For luxury companies to excel, they must do more and do it differently from their competitive cohort. Yet where innovation is concerned, most companies are doing the same things: talking to each other at conferences, engaging with already loyal customers, and watching the global news. However, the insights gleaned from these activities are largely anecdotal and don’t have the research rigor or statistical validity that big data analytics and professional market research can provide.

Innovation Gaps

For legacy luxury brands steeped in heritage, innovation presents a challenge. Too much change implemented too fast can threaten their winning calculus. That’s why so many luxury brands were so slow to adapt to the ecommerce revolution. Hermès, Chanel, and Louis Vuitton aren’t about to mess with the formula that created their legacy and keeps them in the black.

Yet luxury businesses must adapt to change in the market, and innovation is the strategy that drives business growth and progress. For example, in a survey among more than 1,000 executives, McKinsey found companies with strong innovation cultures – about 10 percent of the sample –are 4.5 times more likely than innovation laggards to offer products and services that consistently lead their industry in meeting new customer needs. They have the same lead when it comes to new products hitting their mark. In addition, by leaning into innovation, they are nine times more likely to consistently stay ahead of competitors in identifying “white space” in their markets.

What luxury brand can ignore such advantages? However, a recent survey conducted by Unity Marketing (UM) among over 430 executives working in the luxury industry found that innovation ranked number 10 out of 14 attributes that make luxury brands strong and resilient. Topping the list were devotion to quality (71 percent), craftsmanship (63 percent), authenticity (62 percent), commitment to service (56 percent) and artistry/design (52 percent). Being innovative and forward-thinking wasn’t even close at 32 percent. Regrettably, Innovation is not at the top of the mind when it comes to luxury brands; however, it should be.

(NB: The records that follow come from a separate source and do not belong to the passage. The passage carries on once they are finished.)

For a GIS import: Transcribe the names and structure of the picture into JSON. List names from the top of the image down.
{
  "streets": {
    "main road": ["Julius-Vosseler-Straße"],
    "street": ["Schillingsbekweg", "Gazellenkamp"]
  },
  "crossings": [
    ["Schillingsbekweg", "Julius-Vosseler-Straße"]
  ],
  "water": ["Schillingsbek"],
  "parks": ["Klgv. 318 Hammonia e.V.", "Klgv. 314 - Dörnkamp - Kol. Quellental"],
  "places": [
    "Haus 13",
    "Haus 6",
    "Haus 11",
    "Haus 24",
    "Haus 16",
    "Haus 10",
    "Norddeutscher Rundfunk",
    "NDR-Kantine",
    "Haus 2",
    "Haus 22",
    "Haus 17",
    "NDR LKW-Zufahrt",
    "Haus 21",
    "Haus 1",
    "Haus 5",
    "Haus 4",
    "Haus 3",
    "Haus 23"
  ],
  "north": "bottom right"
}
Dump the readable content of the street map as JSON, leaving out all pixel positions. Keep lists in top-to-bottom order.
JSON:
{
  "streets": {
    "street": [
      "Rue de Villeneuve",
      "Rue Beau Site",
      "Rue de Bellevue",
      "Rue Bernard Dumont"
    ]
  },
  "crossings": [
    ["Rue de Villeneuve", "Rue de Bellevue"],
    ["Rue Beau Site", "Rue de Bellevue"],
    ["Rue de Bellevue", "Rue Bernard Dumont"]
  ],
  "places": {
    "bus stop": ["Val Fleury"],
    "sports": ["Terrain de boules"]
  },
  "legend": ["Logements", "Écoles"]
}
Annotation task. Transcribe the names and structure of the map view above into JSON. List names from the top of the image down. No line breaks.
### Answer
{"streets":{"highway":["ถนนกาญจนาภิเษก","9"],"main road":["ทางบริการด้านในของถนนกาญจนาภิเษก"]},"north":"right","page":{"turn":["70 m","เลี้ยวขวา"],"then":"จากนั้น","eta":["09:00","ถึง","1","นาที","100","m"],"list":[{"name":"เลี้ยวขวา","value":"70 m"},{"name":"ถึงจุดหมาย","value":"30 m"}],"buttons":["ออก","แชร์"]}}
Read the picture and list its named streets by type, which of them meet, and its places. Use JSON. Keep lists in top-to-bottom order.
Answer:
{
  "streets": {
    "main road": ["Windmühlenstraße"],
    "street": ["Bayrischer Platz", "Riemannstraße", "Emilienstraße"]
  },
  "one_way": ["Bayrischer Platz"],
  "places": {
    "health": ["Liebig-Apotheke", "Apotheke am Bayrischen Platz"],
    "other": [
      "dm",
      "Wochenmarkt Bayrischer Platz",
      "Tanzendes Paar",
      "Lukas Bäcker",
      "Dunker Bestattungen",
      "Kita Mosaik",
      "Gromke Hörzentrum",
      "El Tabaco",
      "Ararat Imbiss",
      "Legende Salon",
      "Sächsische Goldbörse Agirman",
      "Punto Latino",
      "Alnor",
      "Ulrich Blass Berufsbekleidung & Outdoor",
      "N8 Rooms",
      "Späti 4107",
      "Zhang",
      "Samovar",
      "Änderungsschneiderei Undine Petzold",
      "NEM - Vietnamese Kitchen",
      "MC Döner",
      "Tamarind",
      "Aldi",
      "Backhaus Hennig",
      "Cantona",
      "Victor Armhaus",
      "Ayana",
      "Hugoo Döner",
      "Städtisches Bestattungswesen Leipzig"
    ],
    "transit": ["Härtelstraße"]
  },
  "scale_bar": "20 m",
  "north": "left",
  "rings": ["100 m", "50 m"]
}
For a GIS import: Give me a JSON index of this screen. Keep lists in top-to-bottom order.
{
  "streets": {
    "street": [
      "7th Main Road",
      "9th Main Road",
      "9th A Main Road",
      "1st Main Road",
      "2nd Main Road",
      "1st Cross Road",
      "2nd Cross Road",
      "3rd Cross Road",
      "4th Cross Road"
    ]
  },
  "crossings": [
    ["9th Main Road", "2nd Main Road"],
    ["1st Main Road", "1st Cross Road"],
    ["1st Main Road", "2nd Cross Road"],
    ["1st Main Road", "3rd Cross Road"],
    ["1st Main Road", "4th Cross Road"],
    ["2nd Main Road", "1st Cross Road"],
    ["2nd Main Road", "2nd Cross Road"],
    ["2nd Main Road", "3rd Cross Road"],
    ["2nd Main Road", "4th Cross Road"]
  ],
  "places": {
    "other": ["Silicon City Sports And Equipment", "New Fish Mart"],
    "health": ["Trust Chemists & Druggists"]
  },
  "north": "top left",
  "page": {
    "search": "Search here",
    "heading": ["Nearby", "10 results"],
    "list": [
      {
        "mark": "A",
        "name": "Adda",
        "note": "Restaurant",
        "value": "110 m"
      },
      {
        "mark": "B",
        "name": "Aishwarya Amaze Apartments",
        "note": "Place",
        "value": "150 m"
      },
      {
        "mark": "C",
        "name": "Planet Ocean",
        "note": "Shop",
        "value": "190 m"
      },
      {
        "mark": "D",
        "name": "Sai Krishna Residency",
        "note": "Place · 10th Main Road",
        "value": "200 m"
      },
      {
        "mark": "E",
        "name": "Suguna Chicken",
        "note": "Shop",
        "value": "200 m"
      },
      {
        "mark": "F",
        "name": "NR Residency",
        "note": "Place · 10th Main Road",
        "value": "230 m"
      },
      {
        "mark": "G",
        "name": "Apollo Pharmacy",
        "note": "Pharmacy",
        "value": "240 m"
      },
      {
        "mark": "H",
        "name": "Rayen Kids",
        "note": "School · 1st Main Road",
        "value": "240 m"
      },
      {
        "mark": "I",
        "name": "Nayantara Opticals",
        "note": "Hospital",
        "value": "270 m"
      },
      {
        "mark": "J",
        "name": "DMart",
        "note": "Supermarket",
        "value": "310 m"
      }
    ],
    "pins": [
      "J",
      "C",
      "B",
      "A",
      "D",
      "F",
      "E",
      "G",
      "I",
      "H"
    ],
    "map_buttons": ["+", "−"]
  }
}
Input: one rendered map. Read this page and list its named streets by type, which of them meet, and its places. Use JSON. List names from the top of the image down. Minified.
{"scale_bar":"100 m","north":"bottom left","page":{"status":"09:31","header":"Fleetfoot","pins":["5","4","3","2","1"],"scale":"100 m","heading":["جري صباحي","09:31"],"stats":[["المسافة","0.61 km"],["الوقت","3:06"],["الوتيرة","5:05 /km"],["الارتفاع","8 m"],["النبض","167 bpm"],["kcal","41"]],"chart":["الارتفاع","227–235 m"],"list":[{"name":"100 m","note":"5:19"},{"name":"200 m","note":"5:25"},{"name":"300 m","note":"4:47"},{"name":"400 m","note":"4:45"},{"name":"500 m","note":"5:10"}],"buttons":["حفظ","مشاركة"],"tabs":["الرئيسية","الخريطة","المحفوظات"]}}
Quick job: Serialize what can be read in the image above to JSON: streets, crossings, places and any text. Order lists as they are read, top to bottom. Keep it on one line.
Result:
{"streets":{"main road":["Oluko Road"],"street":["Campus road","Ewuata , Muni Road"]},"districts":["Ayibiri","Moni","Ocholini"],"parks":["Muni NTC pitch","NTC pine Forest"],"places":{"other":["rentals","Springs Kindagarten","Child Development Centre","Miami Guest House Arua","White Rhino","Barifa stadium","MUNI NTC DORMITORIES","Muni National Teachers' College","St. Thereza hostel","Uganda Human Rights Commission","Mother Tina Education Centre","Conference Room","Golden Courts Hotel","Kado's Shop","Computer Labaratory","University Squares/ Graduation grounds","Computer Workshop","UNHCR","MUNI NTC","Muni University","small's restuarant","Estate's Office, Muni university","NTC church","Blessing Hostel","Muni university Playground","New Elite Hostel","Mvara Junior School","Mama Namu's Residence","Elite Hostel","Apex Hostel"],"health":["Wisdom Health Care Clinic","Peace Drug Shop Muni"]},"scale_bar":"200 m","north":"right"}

Looking in All the Wrong Places

According to the luxury insiders surveyed, the most widely used innovation strategies were active listening to input from customers (73 percent), persistent scanning of the news for ideas (67 percent), monitoring social media for the voice of the consumer (55 percent) and attending conferences and seminars (57 percent).

All of these are useful and necessary, but they need to be shored up with more formal, structured, and proven innovation strategies. McKinsey cites fear as the single biggest factor holding back innovation, named by some 85 percent of executives. It’s fear of criticism, uncertainty, loss of control, and potential negative impact on one’s career. These are all human and understandable and help explain why luxury insiders prefer the easy, comfortable path to innovation rather than venturing into the challenging unknown.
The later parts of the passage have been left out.